Antibiotic-resistant superbugs from the farm are showing up on meat and poultry sold in grocery stores. AConsumer Reports investigation released in November found that 69 percent of the pork chops and ground pork tested positive for Yersinia enterocolitica, bacteria that is estimated to cause foodborne illness in about 100,000 Americans each year. Most of the bacteria found by Consumer Reports were resistant to at least one of the tested antibiotic drugs.

Similarly, Consumer Reports found in 2010 that two-thirds of the chicken samples it tested were contaminated with salmonella or campylobacter or both and that more than 60 percent of those organisms were antibiotic-resistant.

Consumers Union and a score of public health groups and other advocates have long urged the U.S. Food and Drug Administration (FDA) to limit the use of antibiotics in food animal production. After decades of inaction by the FDA, Consumers Union is working to convince grocery stores — starting with Trader Joe’s — to only sell meat raised without antibiotics. Trader Joe’s has been unwilling to meet with Consumers Union to discuss the issue.
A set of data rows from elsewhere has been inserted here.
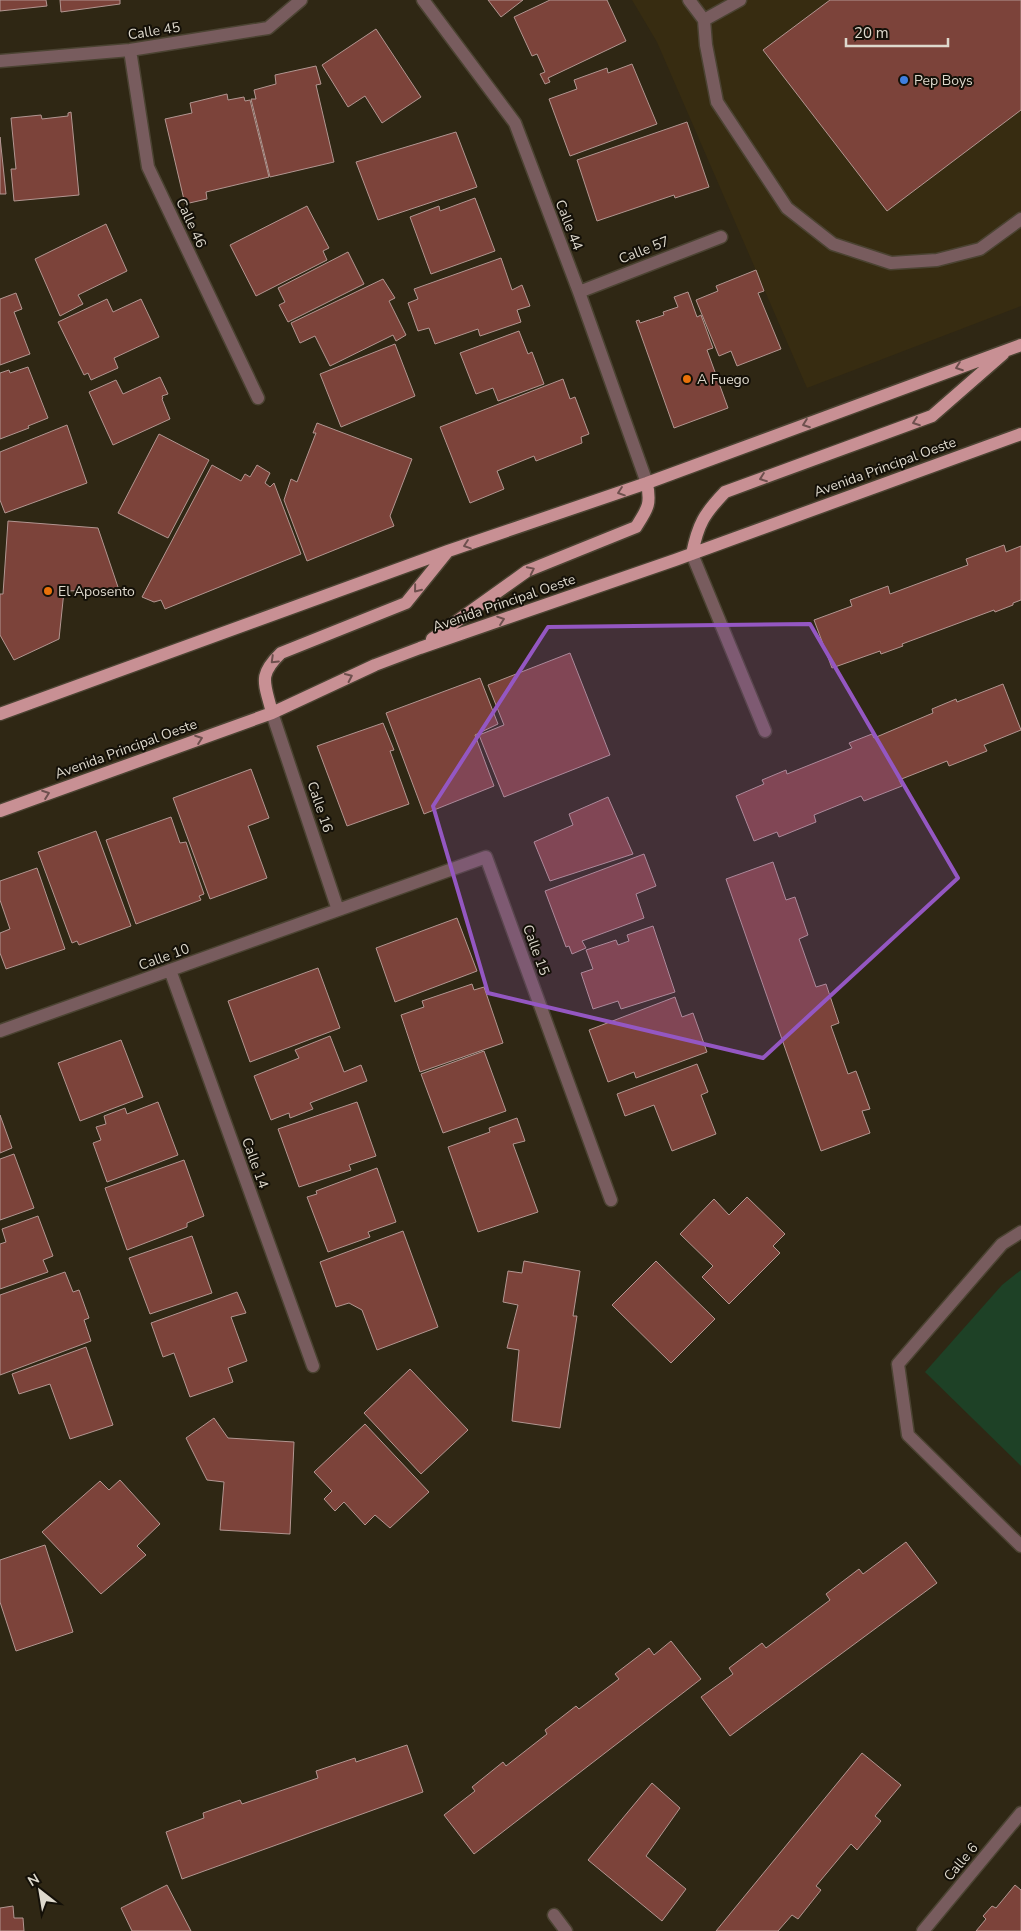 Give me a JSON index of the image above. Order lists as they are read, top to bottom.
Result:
{
  "streets": {
    "main road": ["Avenida Principal Oeste"],
    "street": [
      "Calle 45",
      "Calle 46",
      "Calle 44",
      "Calle 57",
      "Calle 16",
      "Calle 15",
      "Calle 10",
      "Calle 14",
      "Calle 6"
    ]
  },
  "crossings": [
    ["Calle 45", "Calle 46"],
    ["Calle 44", "Calle 57"],
    ["Avenida Principal Oeste", "Calle 16"],
    ["Calle 16", "Calle 15"],
    ["Calle 16", "Calle 10"],
    ["Calle 15", "Calle 10"],
    ["Calle 10", "Calle 14"]
  ],
  "places": ["Pep Boys", "A Fuego", "El Aposento"],
  "scale_bar": "20 m",
  "north": "top left"
}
“Public health experts are warning that we may be facing a future where many of our antibiotics no longer work,” said McCauley. “It’s time to stop the routine use of antibiotics in healthy food animals. Trader Joe’s can be a leader and take an important stand for public health by selling only meat and poultry raised without antibiotics.”

While most grocery stores, including Trader Joe’s, carry some no-antibiotic meat and poultry, Whole Foods is the only store that sells these products exclusively, according to a Consumer Reports investigation. The campaign is targeting Trader Joe’s because it already offers some chicken and beef raised without antibiotics, although no pork. Eighty percent of its products are private label, which means it has direct control over its suppliers. In recent years, the grocer has made a commitment to other sustainable purchasing practices, such as only carrying eggs from cage-free hens and sourcing its private label products with non-genetically modified ingredients.